O
AMOR NOS TEMPOS DO COVID
Foramente seu tino para negócios no ramo de revenda de veículos, a que ele rejeita o apelido de picaretagem, o Violino Migliavacca é sujeito de missa e procissão. Conhece a bíblia até em pontos e vírgulas: herança da reza de rosário em família, seguida da leitura da dita bíblia.
Nesses tempos de pandemia, no meio da insônia, aparece a bíblia. Então o Violino lembra que o Moisés foi ter um particular com Javé no monte Sinai e de lá voltou com o regulamento geral no vão do sovaco: não pode isso, não pode aquilo...
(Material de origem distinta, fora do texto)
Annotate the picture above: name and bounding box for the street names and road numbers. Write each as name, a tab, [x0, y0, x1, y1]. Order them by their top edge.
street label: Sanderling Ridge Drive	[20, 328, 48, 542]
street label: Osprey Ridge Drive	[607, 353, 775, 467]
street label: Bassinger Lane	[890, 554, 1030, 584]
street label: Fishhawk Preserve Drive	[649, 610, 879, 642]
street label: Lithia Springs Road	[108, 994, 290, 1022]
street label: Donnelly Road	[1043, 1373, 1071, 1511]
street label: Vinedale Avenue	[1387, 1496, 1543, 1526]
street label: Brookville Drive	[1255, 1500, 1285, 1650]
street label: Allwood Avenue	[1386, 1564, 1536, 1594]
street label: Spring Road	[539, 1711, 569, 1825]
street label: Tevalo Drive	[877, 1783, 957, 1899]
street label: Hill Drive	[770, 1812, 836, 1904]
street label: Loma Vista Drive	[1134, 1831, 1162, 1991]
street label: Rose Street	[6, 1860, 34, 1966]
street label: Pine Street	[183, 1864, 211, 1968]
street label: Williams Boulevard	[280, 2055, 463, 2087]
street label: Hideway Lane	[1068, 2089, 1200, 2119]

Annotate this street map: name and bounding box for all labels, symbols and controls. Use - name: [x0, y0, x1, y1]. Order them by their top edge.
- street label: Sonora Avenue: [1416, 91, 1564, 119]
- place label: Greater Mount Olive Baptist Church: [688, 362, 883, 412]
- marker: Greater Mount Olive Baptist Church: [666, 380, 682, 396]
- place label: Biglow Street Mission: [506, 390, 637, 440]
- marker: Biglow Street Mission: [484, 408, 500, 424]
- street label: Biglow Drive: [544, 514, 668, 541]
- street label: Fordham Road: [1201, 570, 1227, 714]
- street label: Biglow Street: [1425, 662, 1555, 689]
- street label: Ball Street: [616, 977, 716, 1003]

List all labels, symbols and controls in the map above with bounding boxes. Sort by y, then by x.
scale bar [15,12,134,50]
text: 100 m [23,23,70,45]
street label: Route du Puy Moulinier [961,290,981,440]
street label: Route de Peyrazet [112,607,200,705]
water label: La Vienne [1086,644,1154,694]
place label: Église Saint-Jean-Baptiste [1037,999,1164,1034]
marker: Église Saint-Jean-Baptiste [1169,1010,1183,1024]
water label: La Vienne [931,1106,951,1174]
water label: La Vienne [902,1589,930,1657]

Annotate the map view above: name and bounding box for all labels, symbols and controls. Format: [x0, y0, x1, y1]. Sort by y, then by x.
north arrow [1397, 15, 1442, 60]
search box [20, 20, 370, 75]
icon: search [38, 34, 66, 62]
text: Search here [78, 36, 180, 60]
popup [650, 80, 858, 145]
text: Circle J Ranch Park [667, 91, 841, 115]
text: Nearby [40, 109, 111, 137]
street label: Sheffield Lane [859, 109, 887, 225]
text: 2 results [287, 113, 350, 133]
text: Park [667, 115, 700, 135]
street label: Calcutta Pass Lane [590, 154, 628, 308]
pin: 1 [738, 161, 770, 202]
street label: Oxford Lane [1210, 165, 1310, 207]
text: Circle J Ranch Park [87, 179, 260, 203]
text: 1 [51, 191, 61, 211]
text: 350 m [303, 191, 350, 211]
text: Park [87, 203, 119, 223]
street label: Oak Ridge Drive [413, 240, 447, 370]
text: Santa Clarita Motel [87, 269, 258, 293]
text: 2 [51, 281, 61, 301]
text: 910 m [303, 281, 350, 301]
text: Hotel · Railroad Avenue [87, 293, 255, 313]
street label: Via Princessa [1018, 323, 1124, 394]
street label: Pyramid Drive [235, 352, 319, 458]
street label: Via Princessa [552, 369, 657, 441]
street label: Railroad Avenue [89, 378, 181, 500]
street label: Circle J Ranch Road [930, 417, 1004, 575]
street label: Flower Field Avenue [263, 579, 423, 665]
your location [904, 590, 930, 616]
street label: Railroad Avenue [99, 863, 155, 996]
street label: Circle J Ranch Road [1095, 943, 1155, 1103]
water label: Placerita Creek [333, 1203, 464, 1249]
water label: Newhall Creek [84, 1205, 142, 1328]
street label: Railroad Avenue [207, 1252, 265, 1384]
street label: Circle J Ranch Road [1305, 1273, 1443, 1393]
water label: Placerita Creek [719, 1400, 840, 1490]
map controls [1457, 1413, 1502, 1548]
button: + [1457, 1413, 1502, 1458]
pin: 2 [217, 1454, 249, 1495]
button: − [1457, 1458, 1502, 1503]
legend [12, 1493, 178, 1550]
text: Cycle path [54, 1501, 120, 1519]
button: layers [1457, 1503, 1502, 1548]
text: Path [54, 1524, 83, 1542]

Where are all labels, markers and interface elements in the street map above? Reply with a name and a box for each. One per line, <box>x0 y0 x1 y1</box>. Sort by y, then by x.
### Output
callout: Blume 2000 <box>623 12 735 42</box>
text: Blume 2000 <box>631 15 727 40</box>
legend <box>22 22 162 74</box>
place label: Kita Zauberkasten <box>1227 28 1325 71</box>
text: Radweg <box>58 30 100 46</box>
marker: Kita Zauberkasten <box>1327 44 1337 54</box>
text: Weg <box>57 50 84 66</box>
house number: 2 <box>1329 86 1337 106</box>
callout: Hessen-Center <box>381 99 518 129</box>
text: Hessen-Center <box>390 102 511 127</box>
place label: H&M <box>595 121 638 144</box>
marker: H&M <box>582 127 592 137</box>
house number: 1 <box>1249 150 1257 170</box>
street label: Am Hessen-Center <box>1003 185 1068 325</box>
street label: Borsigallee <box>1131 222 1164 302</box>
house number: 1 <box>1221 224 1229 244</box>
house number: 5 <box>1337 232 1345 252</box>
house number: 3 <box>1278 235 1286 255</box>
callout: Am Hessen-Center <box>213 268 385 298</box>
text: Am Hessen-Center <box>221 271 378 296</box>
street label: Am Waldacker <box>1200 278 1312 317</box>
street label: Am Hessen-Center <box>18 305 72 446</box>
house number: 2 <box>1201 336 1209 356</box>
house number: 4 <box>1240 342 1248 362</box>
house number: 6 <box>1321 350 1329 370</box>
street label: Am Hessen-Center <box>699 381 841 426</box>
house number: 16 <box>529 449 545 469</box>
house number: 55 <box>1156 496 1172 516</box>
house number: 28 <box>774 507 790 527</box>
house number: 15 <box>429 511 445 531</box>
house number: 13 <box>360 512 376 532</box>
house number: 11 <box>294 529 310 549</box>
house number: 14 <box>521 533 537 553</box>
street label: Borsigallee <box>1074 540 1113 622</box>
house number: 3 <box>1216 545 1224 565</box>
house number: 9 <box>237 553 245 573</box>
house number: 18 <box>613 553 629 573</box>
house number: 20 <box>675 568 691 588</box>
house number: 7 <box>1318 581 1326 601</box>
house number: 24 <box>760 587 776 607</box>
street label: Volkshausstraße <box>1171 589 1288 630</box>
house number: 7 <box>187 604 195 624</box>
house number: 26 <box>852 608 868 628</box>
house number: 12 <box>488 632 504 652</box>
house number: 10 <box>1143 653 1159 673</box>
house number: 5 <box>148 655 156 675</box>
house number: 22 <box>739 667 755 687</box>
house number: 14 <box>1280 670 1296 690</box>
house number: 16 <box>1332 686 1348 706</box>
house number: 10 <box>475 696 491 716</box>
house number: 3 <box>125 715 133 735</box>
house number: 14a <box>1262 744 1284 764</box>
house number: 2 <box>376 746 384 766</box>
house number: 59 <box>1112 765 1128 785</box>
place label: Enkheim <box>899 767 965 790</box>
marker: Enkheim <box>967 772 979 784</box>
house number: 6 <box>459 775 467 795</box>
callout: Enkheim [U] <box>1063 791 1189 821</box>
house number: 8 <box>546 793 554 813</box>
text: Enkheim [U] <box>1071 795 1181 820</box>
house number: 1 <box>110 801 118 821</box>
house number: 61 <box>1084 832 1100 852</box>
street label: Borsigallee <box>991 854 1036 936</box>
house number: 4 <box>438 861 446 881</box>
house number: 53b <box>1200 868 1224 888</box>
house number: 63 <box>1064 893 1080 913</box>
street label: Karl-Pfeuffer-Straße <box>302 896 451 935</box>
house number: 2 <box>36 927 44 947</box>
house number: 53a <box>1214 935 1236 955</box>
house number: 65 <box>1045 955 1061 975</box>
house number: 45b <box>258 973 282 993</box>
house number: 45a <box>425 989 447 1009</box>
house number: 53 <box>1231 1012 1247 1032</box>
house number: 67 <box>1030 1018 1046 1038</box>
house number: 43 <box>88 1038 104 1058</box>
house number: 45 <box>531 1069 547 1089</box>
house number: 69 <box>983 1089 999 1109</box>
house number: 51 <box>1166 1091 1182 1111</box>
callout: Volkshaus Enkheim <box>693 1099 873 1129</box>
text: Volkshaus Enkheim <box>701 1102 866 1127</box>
No concernente àquela parte de tirar proveito das sortidas prendas do mulherio, apareceram duas leis: não cometerás adultério e não desejarás a mulher do próximo. Em seguimento, longe de debelar tamanho embaraço para a humanidade, a Igreja Católica engrossou a proibição: não pecar contra a castidade. Por essa proibição, nem pegar a mão da namorada podia. Não pelo gesto em si, mas pelos efeitos que ele podia produzir. Eriçavam-se os cabelos, e uma sensação de arrepio, correndo pelo corpo todo, acabava engrossando as partes no debaixo do umbigo. Então, desejos e pensamentos se confundiam, produzindo o pecado mortal, que levava para o inferno. Lá, o diabo esfregava as mãos de contentamento pela chegada do cliente.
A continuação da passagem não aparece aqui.